New York Burning
Page 25
Neau knew bondage. Upon his return to New York in 1699, he turned his attention to the spiritual condition of the city’s slaves. Although a member of the city’s French Huguenot church, Neau began corresponding with Anglican evangelical societies, developing a plan to convert New York’s slaves. In 1703, the London-based Society for the Propagation of the Gospel offered Neau an annual salary of £50 to teach slaves, if he would affiliate with the city’s Anglican church, Trinity. Neau agreed, and founded the school the following year.18
It was, at first, more plan than place. For years Neau simply went door-to-door, offering instruction. After that, a small group of slaves met at night in the attic of his house. “They were dull and sleepy, and remembered they must rise early the next Day, to their Labour.” Yet Neau had some success, and eventually boasted a handful of acolytes who had learned to read the Bible, recite catechisms and creeds from memory, and sing from psalm books. The number of his students varied, between fifteen and twenty-five a year, and some, Neau admitted, “came only for the books,” showing up to pick up tracts he was distributing and staying away when his bookshelf was empty.
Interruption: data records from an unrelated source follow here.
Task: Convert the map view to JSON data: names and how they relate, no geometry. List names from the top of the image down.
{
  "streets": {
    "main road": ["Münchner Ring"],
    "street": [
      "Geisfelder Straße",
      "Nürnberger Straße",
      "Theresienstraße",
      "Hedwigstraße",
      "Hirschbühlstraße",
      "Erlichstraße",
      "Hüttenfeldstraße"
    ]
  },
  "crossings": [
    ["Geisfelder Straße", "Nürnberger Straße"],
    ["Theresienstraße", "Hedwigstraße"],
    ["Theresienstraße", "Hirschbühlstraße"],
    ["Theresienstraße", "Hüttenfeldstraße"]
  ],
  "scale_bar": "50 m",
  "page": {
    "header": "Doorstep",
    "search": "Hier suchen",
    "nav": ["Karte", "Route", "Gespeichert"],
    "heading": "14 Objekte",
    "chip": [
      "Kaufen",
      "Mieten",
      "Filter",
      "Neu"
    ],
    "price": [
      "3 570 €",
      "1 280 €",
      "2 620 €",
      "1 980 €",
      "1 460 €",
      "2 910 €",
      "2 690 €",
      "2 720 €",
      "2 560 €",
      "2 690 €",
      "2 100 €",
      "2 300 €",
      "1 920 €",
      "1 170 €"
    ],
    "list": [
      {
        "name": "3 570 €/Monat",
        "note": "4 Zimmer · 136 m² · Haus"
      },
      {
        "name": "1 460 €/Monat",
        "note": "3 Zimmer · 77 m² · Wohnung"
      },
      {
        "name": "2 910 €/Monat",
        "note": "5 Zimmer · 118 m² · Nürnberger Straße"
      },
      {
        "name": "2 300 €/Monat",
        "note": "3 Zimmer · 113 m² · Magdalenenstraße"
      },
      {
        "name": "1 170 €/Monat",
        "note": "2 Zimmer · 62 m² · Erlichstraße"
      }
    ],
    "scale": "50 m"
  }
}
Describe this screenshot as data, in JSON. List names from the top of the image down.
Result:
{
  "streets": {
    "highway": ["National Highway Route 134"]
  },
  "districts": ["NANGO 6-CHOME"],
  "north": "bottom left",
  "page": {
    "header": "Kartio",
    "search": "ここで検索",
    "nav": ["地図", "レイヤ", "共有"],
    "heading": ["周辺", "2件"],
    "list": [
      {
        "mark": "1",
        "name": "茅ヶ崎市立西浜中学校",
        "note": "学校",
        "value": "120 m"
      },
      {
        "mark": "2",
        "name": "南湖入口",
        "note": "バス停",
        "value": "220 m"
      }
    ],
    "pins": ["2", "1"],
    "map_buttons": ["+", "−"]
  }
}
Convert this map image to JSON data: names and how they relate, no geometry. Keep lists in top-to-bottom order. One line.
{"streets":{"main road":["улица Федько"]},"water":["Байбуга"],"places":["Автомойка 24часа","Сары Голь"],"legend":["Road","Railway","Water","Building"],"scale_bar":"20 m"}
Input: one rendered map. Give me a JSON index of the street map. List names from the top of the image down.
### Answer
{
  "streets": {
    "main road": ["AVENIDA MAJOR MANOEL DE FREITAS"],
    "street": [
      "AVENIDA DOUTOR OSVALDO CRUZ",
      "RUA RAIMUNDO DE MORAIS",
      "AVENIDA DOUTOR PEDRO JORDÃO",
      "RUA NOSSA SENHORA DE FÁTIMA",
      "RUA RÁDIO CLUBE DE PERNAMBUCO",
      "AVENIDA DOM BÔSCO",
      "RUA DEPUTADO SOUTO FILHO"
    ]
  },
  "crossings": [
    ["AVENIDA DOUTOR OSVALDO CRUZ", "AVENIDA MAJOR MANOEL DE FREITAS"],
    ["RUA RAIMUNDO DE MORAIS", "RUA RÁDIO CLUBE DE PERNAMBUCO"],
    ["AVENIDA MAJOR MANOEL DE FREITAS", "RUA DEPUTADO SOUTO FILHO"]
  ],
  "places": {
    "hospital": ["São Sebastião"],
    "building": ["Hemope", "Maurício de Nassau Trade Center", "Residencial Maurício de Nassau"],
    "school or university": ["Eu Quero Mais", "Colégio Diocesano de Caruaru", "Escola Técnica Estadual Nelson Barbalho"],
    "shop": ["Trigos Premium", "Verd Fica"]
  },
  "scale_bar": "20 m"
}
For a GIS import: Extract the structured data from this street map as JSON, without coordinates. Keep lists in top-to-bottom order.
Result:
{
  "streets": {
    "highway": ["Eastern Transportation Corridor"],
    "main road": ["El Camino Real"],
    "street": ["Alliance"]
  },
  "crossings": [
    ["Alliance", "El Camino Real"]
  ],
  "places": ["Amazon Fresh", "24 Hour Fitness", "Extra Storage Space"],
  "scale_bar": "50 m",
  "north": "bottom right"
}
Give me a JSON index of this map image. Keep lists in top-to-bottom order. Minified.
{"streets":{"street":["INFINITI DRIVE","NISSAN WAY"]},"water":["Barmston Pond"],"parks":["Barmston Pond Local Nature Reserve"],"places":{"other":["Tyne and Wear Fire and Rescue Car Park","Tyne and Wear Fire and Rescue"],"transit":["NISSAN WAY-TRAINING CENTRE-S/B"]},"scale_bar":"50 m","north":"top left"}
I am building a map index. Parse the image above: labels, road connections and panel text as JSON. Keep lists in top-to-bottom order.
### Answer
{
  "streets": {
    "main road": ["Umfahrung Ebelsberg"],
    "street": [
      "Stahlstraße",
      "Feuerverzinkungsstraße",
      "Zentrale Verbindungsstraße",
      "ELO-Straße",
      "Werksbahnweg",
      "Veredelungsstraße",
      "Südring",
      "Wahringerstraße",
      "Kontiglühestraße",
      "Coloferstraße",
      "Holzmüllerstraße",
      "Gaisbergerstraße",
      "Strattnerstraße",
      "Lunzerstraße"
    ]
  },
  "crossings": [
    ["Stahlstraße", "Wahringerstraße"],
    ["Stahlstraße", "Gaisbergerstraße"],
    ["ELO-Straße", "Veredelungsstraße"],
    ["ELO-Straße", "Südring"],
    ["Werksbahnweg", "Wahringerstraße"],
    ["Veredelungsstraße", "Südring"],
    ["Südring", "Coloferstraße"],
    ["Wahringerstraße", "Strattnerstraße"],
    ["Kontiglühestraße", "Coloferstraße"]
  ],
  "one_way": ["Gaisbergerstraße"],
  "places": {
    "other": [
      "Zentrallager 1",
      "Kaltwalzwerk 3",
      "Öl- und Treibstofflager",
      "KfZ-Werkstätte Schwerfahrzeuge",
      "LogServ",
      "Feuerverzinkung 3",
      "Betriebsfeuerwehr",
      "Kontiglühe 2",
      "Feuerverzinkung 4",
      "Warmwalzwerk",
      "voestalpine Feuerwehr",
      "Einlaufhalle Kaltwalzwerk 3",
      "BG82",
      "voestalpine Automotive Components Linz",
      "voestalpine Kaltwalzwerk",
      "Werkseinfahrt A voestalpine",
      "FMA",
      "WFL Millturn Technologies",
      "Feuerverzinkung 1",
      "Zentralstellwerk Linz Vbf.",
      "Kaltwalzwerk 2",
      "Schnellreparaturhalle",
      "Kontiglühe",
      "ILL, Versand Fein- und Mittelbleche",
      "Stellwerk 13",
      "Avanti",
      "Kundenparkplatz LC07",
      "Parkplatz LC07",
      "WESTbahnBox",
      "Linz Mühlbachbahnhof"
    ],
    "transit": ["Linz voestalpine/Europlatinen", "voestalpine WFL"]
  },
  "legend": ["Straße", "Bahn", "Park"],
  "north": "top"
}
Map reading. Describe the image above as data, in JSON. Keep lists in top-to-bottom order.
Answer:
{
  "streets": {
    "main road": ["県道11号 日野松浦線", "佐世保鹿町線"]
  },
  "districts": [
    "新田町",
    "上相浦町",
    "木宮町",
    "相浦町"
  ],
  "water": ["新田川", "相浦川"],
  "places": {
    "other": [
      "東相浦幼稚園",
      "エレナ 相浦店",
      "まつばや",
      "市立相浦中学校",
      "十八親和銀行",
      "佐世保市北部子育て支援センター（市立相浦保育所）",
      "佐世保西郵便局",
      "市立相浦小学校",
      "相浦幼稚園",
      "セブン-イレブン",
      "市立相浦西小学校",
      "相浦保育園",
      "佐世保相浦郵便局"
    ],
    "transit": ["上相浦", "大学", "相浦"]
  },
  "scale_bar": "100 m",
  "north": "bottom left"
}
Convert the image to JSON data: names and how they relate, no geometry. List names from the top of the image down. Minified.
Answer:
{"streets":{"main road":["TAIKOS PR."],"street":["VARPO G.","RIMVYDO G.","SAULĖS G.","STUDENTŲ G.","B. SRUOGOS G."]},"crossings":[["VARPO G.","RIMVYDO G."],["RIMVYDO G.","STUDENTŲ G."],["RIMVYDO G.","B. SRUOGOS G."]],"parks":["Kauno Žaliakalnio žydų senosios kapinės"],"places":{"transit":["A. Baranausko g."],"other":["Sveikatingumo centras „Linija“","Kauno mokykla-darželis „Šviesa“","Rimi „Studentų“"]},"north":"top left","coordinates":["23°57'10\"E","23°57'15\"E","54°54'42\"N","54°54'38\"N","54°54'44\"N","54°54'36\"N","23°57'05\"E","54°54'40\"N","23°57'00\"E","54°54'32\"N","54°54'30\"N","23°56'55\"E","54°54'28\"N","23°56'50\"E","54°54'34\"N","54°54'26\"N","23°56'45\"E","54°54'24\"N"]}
Then came the 1712 slave revolt. Several of the rebels were Neau’s converts, including a free black man, Peter the Porter; Mingo, owned by merchant John Barberie; and Caesar, owned by Peter Morin, a brazier. One New Yorker warned the Society for the Propagation of the Gospel that “the Persons whose Negroes have been found guilty are such as are declared opposers of Christianizing Negroes,” and hinted that this, and not their “hard usage,” formed the motivation for the slave rebellion.
Neau had more credibly reported that the “Horrid Plott” had led New Yorkers to impute “the Rebellion of their Slaves to the Instructing of them.” On hearing the news, Neau’s funders replied, “It is to be hoped people will conceive better things than be led to believe Christianity makes men worse.” At every opportunity, Neau adamantly denied that the Gospel could incite slaves to question slavery, “as if the Christian Religion should not command Obedience to all Inferiors.” Still, New Yorkers seemed to think otherwise: “his School was blaimed as the main Occasion” of the plot, and for days, Neau could “hardly appear abroad.” When the Common Council issued its response to the revolt—an order forbidding slaves “to go about the Streets after Sun-set, without Lanthorns and Candles”—it was, “in Effect, forbidding them to go to Mr. Neau’s School, for none of them could get Lanthorns, or come to him before Sunset.”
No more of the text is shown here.